– Не надо считать меня большей дурой, чем я есть на самом деле, доктор. Я отлично вижу ваше желание уклониться от существа вопроса за всеми этими тригонометрическими ужимками.
– Как вы могли вообразить подобное? Просто ваша захватывающая и неповторимая история расшевелила, так сказать, мои тригонометрические недра, и я решил…
– Не надо ничего решать. Просто ответьте на мучающий меня вопрос, – непреклонным тоном завзятого школьного завуча потребовала пациентка.
– Ещё какой-то вопрос остался?

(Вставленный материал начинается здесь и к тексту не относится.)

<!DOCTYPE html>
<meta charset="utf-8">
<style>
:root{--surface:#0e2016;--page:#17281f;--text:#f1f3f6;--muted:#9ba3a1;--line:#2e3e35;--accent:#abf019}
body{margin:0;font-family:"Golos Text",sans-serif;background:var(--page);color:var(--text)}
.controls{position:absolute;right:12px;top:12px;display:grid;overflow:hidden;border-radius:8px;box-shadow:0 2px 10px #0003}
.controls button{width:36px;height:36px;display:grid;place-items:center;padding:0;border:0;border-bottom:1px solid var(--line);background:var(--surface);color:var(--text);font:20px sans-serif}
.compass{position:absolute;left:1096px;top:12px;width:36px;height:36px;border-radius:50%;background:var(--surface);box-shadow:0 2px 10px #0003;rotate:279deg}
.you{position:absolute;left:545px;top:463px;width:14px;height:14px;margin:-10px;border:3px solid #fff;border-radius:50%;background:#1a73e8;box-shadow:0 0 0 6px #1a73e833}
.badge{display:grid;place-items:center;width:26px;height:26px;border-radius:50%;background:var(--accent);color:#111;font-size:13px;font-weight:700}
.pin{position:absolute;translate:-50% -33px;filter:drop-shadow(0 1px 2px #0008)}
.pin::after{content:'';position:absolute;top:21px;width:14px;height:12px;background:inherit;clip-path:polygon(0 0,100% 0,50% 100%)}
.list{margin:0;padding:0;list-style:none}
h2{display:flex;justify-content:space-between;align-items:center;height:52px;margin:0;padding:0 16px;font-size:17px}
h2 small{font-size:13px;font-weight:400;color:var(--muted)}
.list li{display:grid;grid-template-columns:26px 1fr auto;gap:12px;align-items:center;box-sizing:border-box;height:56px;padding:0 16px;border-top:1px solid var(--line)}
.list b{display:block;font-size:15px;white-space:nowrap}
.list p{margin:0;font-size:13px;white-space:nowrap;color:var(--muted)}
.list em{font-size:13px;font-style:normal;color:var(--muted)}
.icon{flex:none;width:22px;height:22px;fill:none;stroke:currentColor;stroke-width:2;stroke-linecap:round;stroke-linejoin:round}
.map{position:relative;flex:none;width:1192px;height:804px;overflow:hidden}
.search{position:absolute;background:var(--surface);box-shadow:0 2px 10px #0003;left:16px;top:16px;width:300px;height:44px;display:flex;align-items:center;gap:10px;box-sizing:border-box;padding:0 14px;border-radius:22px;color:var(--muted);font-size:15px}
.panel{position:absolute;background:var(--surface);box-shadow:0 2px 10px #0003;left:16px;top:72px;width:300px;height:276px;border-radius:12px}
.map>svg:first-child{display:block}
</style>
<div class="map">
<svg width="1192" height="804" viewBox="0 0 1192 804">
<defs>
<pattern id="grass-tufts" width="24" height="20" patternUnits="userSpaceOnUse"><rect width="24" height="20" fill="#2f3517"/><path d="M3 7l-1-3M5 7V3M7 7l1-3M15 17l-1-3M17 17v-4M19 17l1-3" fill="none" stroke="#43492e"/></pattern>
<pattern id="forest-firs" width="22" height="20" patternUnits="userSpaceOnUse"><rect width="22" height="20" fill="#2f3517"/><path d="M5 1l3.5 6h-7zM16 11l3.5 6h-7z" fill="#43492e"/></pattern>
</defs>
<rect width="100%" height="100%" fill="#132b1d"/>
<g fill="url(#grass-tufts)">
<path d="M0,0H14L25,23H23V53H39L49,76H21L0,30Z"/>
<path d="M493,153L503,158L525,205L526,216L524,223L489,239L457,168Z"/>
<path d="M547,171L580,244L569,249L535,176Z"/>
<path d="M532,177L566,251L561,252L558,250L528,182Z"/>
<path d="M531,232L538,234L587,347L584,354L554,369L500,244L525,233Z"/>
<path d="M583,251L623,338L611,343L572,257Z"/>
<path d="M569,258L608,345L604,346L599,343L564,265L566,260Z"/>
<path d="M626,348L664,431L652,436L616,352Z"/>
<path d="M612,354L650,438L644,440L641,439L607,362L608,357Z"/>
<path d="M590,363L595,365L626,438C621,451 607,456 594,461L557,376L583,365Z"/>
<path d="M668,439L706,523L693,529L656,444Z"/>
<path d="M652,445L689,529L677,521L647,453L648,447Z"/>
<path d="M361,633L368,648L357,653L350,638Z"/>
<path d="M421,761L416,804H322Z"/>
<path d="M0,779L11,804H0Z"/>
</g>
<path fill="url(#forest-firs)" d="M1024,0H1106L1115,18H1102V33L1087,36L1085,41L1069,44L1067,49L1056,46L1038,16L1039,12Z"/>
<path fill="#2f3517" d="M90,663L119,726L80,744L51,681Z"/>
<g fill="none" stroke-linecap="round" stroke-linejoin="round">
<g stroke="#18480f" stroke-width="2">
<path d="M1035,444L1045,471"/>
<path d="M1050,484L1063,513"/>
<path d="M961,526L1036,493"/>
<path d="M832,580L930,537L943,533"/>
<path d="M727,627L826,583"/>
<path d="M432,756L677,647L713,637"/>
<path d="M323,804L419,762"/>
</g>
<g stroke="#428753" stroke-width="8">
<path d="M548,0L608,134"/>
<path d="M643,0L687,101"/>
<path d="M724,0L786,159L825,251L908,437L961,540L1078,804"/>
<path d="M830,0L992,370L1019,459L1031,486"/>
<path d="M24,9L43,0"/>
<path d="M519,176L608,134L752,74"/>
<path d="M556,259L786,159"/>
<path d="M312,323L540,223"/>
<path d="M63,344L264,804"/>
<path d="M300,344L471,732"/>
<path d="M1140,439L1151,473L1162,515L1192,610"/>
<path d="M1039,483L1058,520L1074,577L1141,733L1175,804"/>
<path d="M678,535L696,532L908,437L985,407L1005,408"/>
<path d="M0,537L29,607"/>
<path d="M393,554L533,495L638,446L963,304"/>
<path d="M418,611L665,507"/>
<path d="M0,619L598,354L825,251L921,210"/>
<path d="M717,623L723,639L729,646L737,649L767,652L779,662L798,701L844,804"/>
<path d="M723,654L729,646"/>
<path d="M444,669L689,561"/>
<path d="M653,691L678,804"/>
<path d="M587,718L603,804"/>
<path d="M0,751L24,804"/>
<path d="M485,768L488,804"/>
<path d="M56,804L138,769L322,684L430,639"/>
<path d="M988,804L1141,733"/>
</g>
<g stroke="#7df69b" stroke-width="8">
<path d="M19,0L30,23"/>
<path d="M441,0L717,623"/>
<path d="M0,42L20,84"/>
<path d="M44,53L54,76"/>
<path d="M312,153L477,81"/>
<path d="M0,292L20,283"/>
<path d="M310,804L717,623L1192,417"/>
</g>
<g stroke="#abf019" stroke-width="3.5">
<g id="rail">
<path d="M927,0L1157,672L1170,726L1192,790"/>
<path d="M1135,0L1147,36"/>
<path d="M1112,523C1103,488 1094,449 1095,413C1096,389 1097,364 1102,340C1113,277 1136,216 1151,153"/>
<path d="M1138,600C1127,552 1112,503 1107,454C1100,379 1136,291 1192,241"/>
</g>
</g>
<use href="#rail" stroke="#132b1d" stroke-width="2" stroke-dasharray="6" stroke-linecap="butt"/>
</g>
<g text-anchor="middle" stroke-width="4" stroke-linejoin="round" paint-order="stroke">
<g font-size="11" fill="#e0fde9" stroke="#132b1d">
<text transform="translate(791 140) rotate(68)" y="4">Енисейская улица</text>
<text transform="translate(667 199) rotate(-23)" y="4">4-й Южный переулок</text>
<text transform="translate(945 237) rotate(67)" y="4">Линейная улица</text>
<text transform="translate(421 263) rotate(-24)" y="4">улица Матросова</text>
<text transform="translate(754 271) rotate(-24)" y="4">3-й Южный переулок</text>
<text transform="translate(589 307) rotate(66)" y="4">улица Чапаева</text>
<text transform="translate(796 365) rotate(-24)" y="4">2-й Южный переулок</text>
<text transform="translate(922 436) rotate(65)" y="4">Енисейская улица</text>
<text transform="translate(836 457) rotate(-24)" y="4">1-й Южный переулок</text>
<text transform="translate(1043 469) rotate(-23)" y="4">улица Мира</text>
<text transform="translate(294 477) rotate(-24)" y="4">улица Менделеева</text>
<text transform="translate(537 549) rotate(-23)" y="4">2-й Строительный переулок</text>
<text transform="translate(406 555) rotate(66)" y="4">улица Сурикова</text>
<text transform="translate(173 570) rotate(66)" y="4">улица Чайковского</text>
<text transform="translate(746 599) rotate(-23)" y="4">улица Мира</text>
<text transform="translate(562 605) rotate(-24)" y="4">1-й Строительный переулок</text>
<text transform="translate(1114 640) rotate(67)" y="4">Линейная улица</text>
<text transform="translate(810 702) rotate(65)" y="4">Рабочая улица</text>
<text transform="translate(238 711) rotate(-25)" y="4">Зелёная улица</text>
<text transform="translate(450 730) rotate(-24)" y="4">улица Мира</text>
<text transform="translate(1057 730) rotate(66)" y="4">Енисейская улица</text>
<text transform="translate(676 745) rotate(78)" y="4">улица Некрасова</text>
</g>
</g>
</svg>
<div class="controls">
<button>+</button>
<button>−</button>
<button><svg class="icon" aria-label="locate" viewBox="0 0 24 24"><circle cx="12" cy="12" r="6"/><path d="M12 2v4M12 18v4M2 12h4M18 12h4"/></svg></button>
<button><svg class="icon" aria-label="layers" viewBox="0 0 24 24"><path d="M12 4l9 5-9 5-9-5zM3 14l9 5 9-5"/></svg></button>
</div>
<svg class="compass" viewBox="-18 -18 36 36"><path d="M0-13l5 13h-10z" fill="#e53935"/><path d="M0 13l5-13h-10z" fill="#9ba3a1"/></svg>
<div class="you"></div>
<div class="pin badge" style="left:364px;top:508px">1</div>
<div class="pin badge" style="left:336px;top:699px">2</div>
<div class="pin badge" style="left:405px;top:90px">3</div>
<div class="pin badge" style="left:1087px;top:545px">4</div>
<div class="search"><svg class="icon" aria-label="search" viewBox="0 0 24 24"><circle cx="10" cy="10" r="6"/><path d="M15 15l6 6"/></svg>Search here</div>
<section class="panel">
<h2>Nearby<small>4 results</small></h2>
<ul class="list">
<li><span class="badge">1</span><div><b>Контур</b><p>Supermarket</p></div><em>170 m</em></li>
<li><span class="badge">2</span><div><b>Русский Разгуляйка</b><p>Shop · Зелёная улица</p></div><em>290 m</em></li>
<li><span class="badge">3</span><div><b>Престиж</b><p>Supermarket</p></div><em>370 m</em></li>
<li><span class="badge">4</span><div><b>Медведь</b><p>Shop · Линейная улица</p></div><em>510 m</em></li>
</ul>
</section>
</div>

Мне казалось, что после того, как мы незаметно пробрались от синусов к косекансам, никаких вопросов уже не осталось, и можно заняться назначением лекарств, необходимых для вашего здоровья. Я на это надеялся…
– Не морочьте мою, и без того замороченную голову. Докторицей из поликлиники и замороченную. Скажите прямо и без обиняков: есть ли у меня в сердце прямоугольный треугольник? Да, или нет?… И если есть, то как он туда попал? И вообще, что мне теперь с этим добром делать?
– Что ж? Вы сами этого хотели. Да, у вас в сердце действительно есть треугольник. Но не пугайтесь. Этот треугольник не деревянный, не железный и не пластмассовый. Он не материальный, одним словом. Его нельзя определить на ощупь. Он воображаемый, если точнее. Придумал его один учёный чудак. Вы про него не слышали. Эйнтховен, его фамилия. Когда-то давно Эйнтховен этот треугольник и придумал, я даже не помню, когда. Он необходим для определения электрической оси сердца. – осторожно ответил доктор.
– Вот, значит как! Воображаемый треугольник. Но для определения чего?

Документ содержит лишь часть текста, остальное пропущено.